High Times: So now you’re a non-vegetarian.

Dalai Lama: Yes.

High Times: You were a vegetarian, though, for religious reasons…

Dalai Lama: No.

High Times: No?

Dalai Lama: No…

Interpreter: Not exactly religious. Because of His Holiness’s personal feeling, he changed.

High Times: When you were in the West, did you have French food, Italian…?

Interpreter: Italian spaghetti was…

Dalai Lama: (laughs) I like… Yes, very good… good. And steak.

Interpreter: Steak also.

High Times: Do you ever have Coca-Cola?

Dalai Lama: (laughs) No. Once, yes. I think in early Sixties, yes. Now, no more.

High Times: How’d you like it?

Dalai Lama: It caused some trouble in stomach. All these cold drinks not suitable.

High Times: What do you do to relax? Do you have any pets or any hobbies?

Dalai Lama: Reading and thinking… Sometimes these philosophical things. If you think of these philosophical things… it seems to me some relaxation . . .

Interpreter: His Holiness says, sometimes like… when His Holiness thinks on these philosophical points, it relaxes him.

Dalai Lama: Philosophy.

High Times: Do you read any nonreligious books?

Dalai Lama: Yes, yes.

High Times: Novels?

Interpreter: Yes, His Holiness does… His Holiness says, he’s read a great deal about Nazis…

Dalai Lama: (Much laughter.)

Interpreter: He doesn’t know why, but he…

High Times: Did you read Albert Speer’s Inside the Third Reich?

Interpreter: His Holiness says, he does not remember the name. Some books on history… His Holiness has some interest…

High Times: What interests you about the Nazis?

Interpreter: His Holiness feels that when His Holiness was very young, maybe the attraction came… one, maybe from the Spartanist discipline and then also maybe because they have been very ruthless.

Dalai Lama: I think one reason… when I was young… during the Second World War… during that period, I got information through the Tibetan newspaper which published in Kalimpong. That is the only source. Now during that period, I got the impression the Nazi Germany…

Interpreter: …is someone who had no friends at all.

Dalai Lama: Allies fight—they are many countries.
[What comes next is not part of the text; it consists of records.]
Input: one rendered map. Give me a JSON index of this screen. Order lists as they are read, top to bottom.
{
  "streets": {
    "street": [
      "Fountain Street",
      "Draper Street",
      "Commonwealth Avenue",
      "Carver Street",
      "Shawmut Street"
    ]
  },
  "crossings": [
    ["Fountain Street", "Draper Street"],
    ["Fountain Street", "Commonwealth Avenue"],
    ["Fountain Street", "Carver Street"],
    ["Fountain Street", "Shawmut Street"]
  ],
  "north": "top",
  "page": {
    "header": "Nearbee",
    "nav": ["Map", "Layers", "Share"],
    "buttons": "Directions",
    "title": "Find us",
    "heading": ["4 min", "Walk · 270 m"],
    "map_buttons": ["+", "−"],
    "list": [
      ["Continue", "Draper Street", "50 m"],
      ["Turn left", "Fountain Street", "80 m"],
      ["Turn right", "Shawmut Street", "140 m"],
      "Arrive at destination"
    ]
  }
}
So I got the impression…

Interpreter: His Holiness was under the impression that Germany was being bullied by the Allies.

Dalai Lama: (Laughs).

Interpreter: As a result of that, he developed some kind of a sympathy for them.
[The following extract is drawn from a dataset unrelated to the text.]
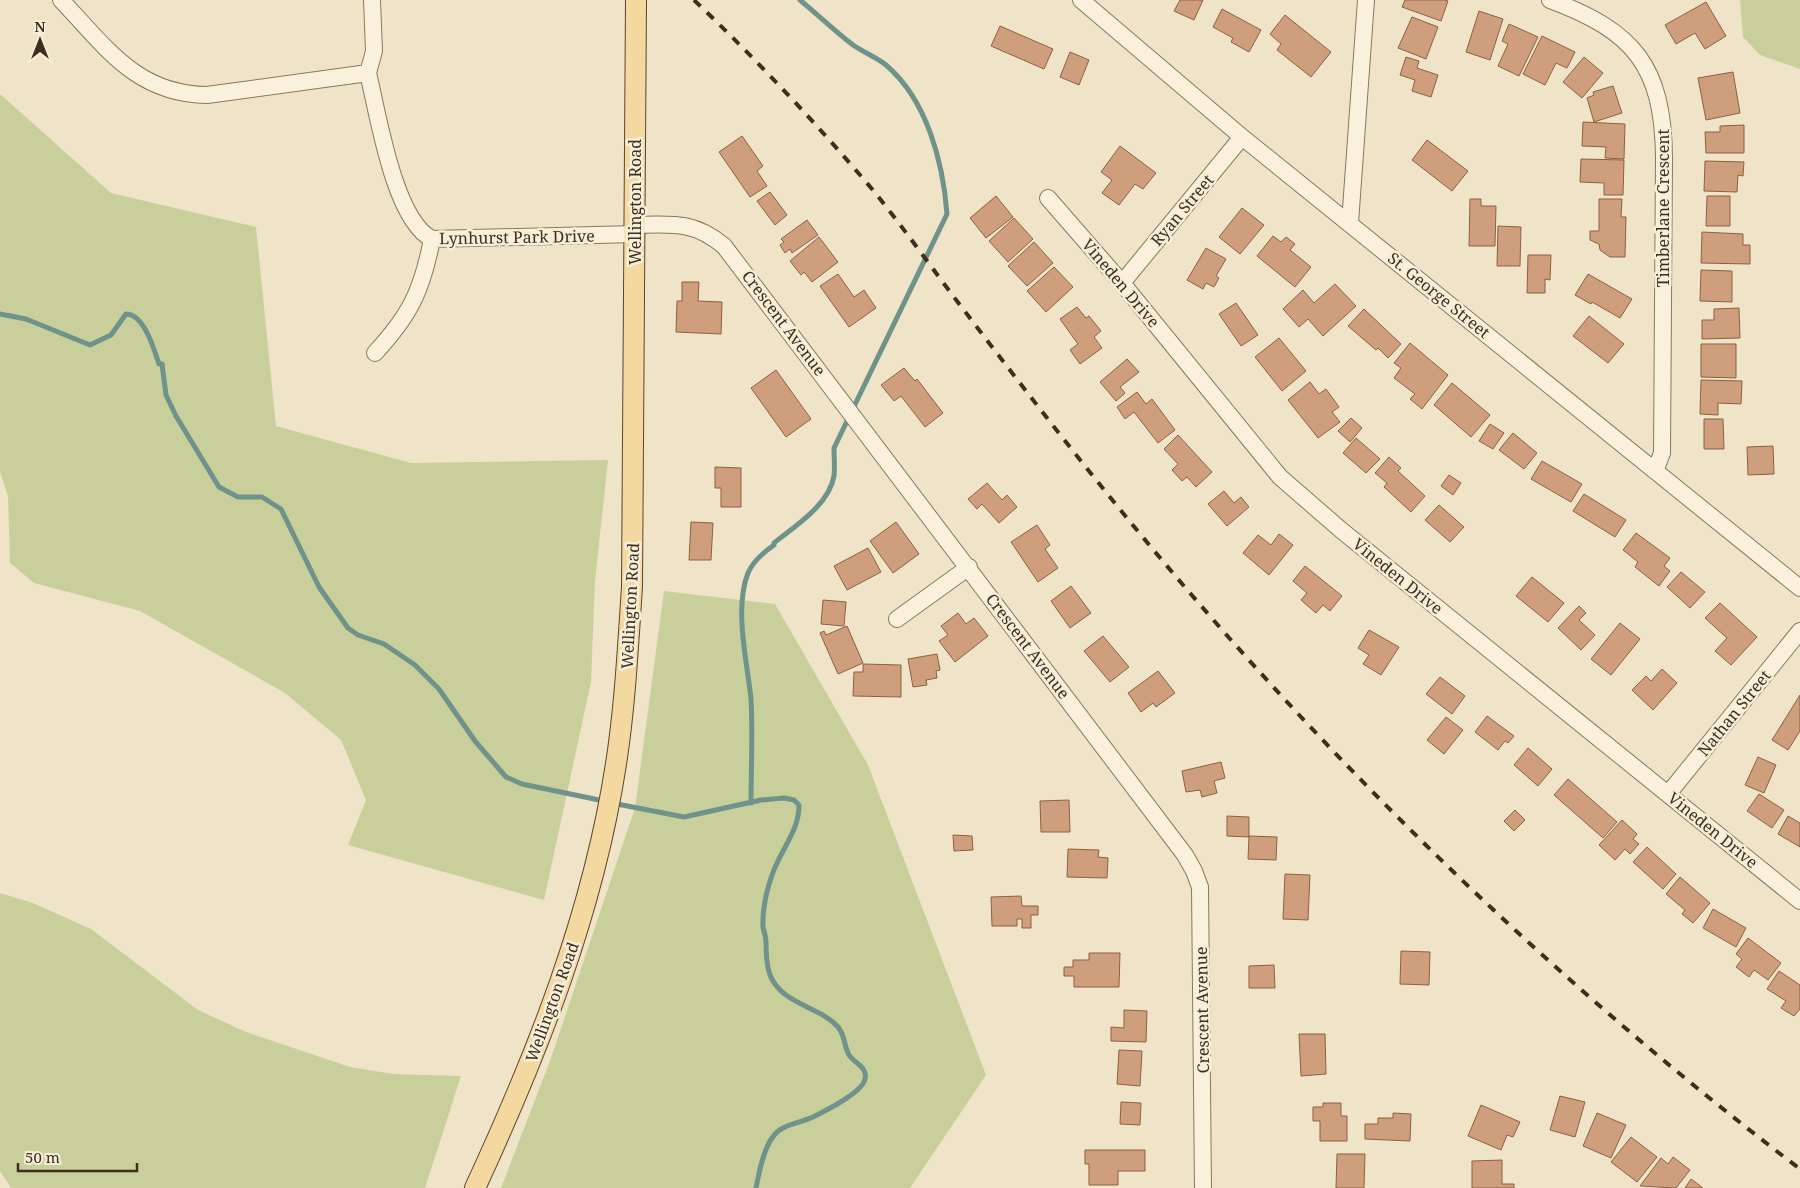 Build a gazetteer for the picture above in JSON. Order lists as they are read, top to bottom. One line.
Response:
{"streets":{"main road":["Wellington Road"],"street":["Timberlane Crescent","Ryan Street","Lynhurst Park Drive","Vineden Drive","St. George Street","Crescent Avenue","Nathan Street"]},"crossings":[["Wellington Road","Lynhurst Park Drive"],["Wellington Road","Crescent Avenue"],["Timberlane Crescent","St. George Street"],["Ryan Street","Vineden Drive"],["Ryan Street","St. George Street"],["Lynhurst Park Drive","Crescent Avenue"],["Vineden Drive","Nathan Street"]],"scale_bar":"50 m","north":"top"} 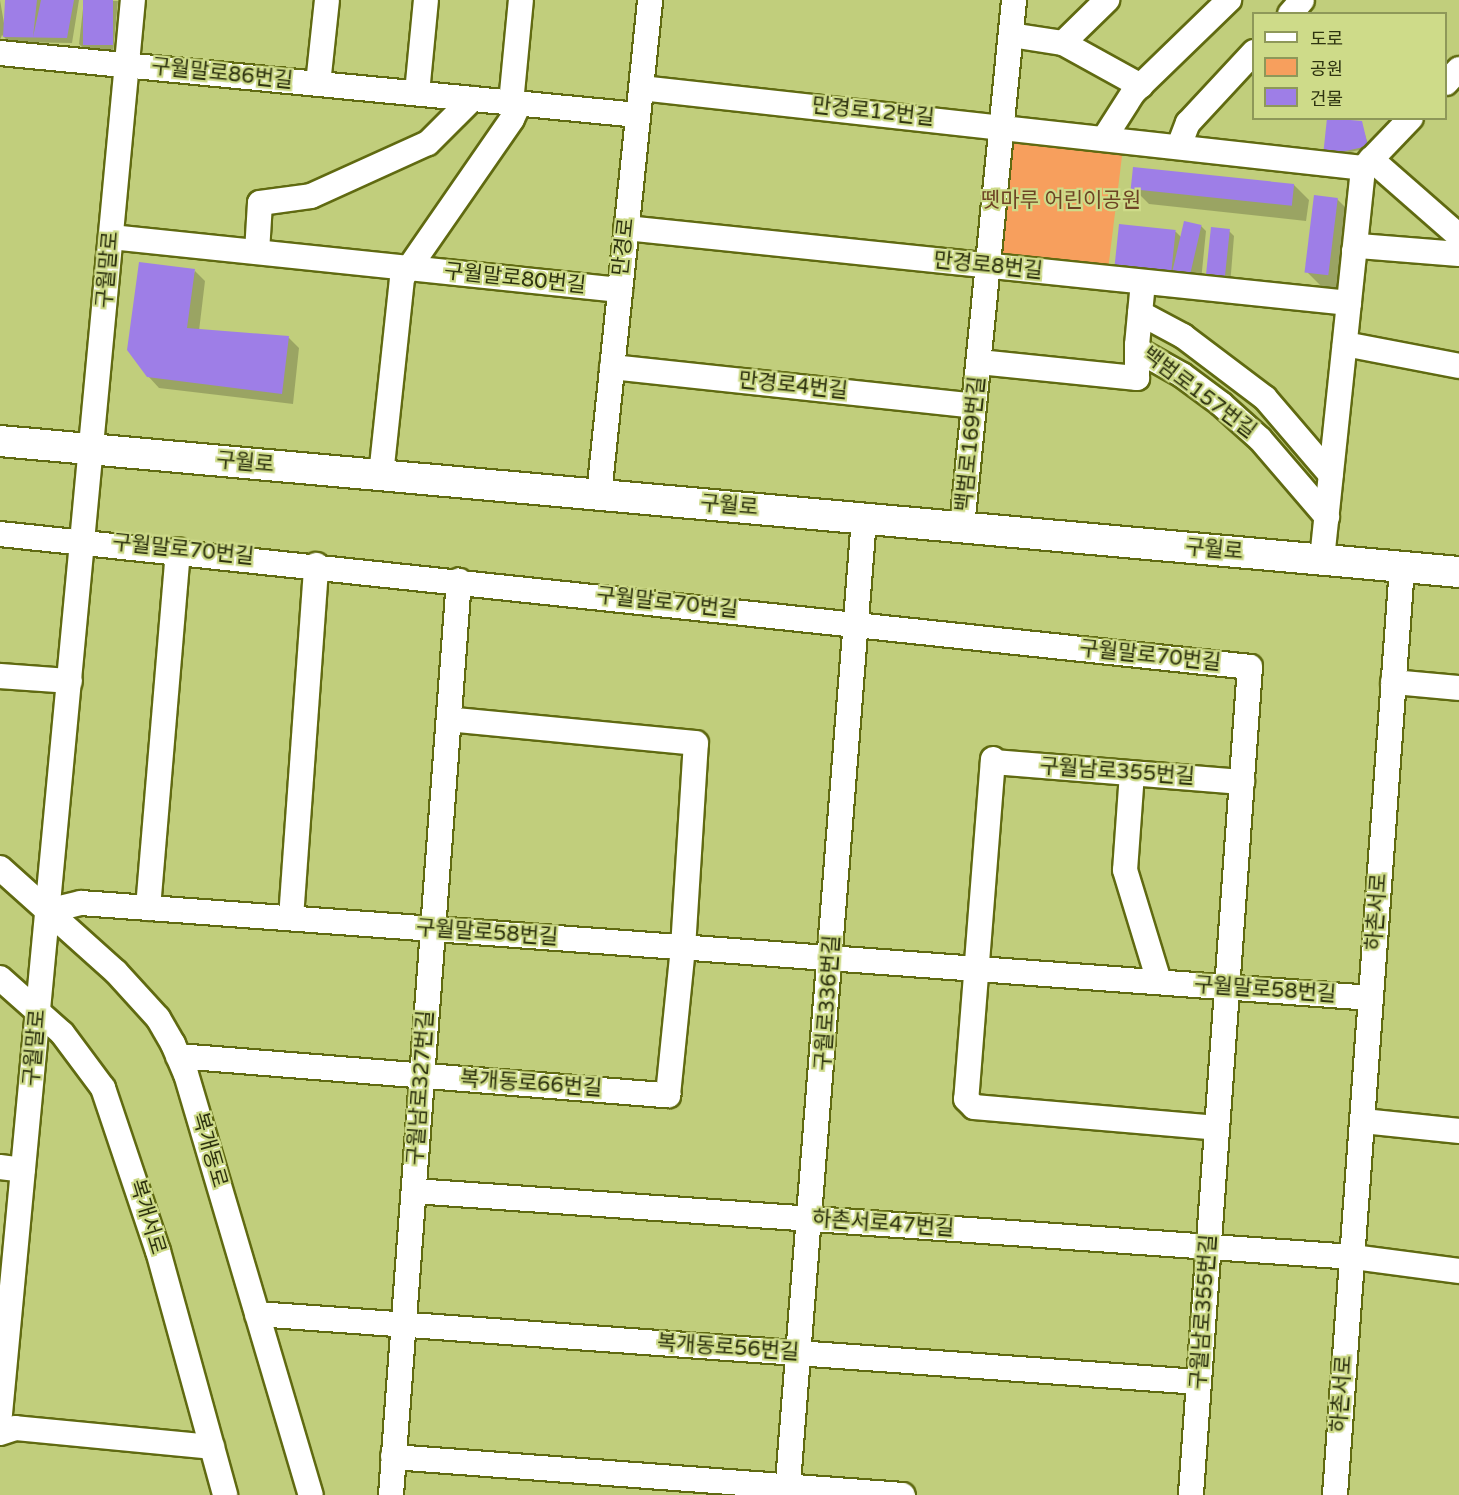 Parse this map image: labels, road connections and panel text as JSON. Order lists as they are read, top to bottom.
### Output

High Times: Did you know that a lot of ministers in Germany’s Third Reich, Hitler’s government, were interested in many different kinds of occultism and religious mysticism, and I haven’t seen the relevant documents, but I have read that the German government before World War II regularly sent deputations to Lhasa…

Dalai Lama: (Laughs.)

Interpreter: His Holiness says, when you get some of these authentic documents, could you send it here?

Dalai Lama: (Laughs.)

Interpreter: His Holiness says, one or two expeditions may have come from the West…
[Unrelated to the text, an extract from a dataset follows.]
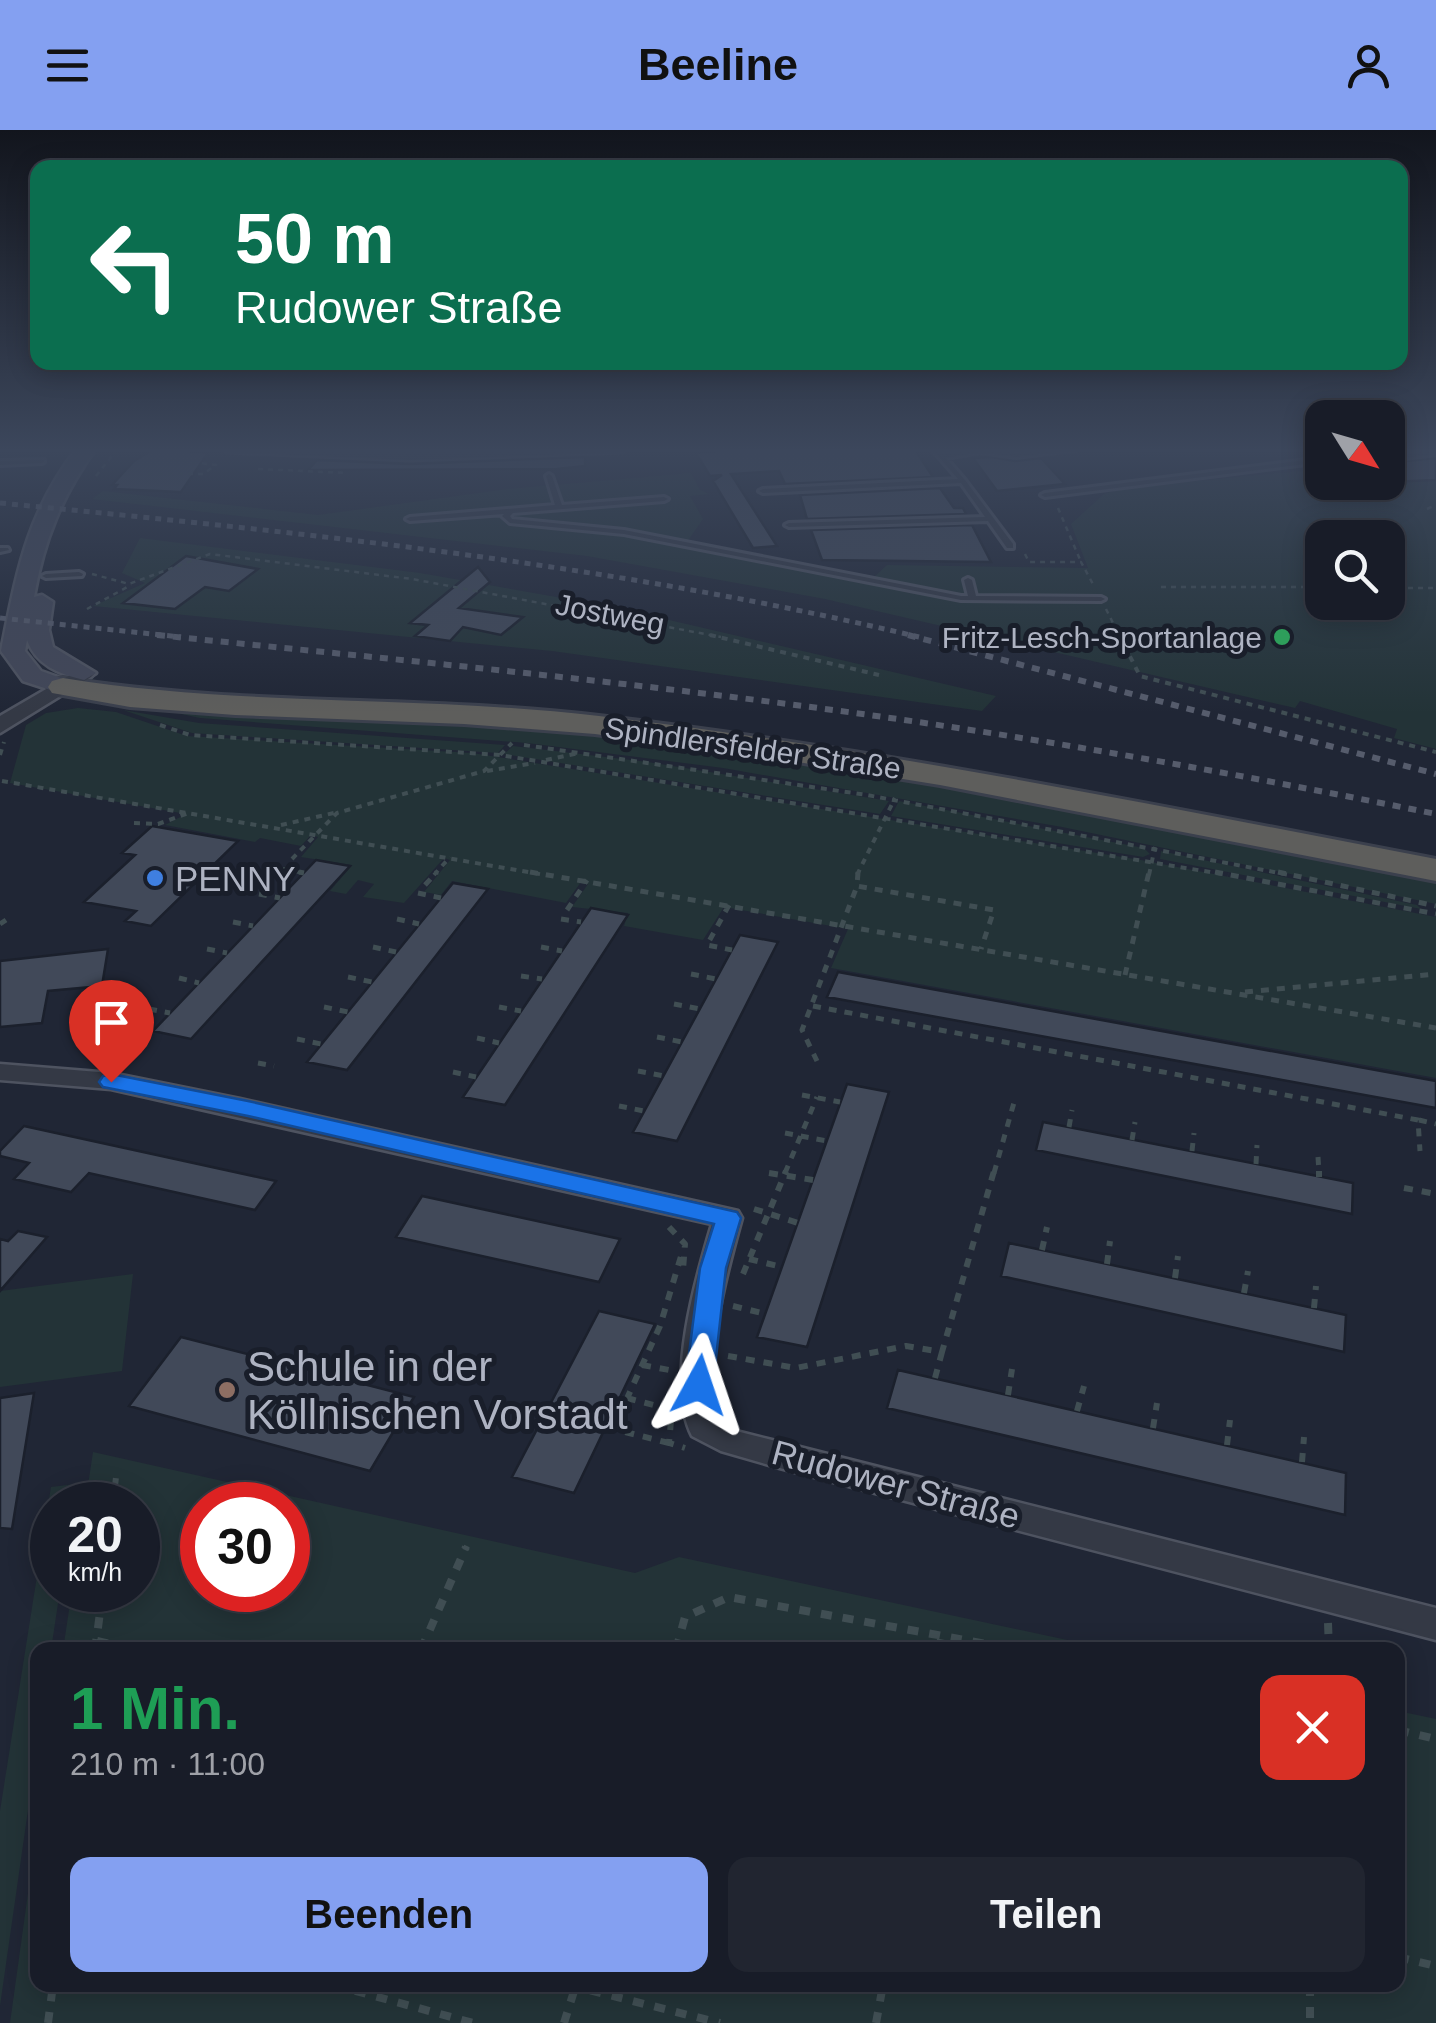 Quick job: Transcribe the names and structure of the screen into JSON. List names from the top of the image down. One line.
{"streets":{"highway":["Spindlersfelder Straße"],"street":["Rudower Straße"],"path":["Jostweg"]},"places":["Fritz-Lesch-Sportanlage","PENNY","Schule in der Köllnischen Vorstadt"],"north":"bottom right","page":{"header":"Beeline","turn":["50 m","Rudower Straße"],"speed":"20 km/h","limit":"30","heading":["1 Min.","210 m · 11:00"],"buttons":["Beenden","Teilen"]}}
Dalai Lama: I think one… just before Second World War… one group… one body visited Lhasa and they visited, I think, a few places…

High Times: Was it a political group? Scientific?

Interpreter: Mainly scientific, yes. Of course, you’d never know whether it’s politics or… His Holiness says, you could just judge them from their externals.

High Times: There is a story that at the end of World War II when the Allied Forces entered Berlin, they found a group of Tibetan monks, a hundred monks who were dressed in the uniforms of…

Dalai Lama: (Laughs.)

High Times: …of the Waffen S.S.

Dalai Lama: (much laughter) This I don’t know…

Interpreter: His Holiness says that Germany has been one of the European countries which has been most interested in Tibetan culture aspect, and many books have been written about the culture and religion of Tibet. It seems that quite a lot of books on Tibet…

High Times: Have you ever wondered why that is?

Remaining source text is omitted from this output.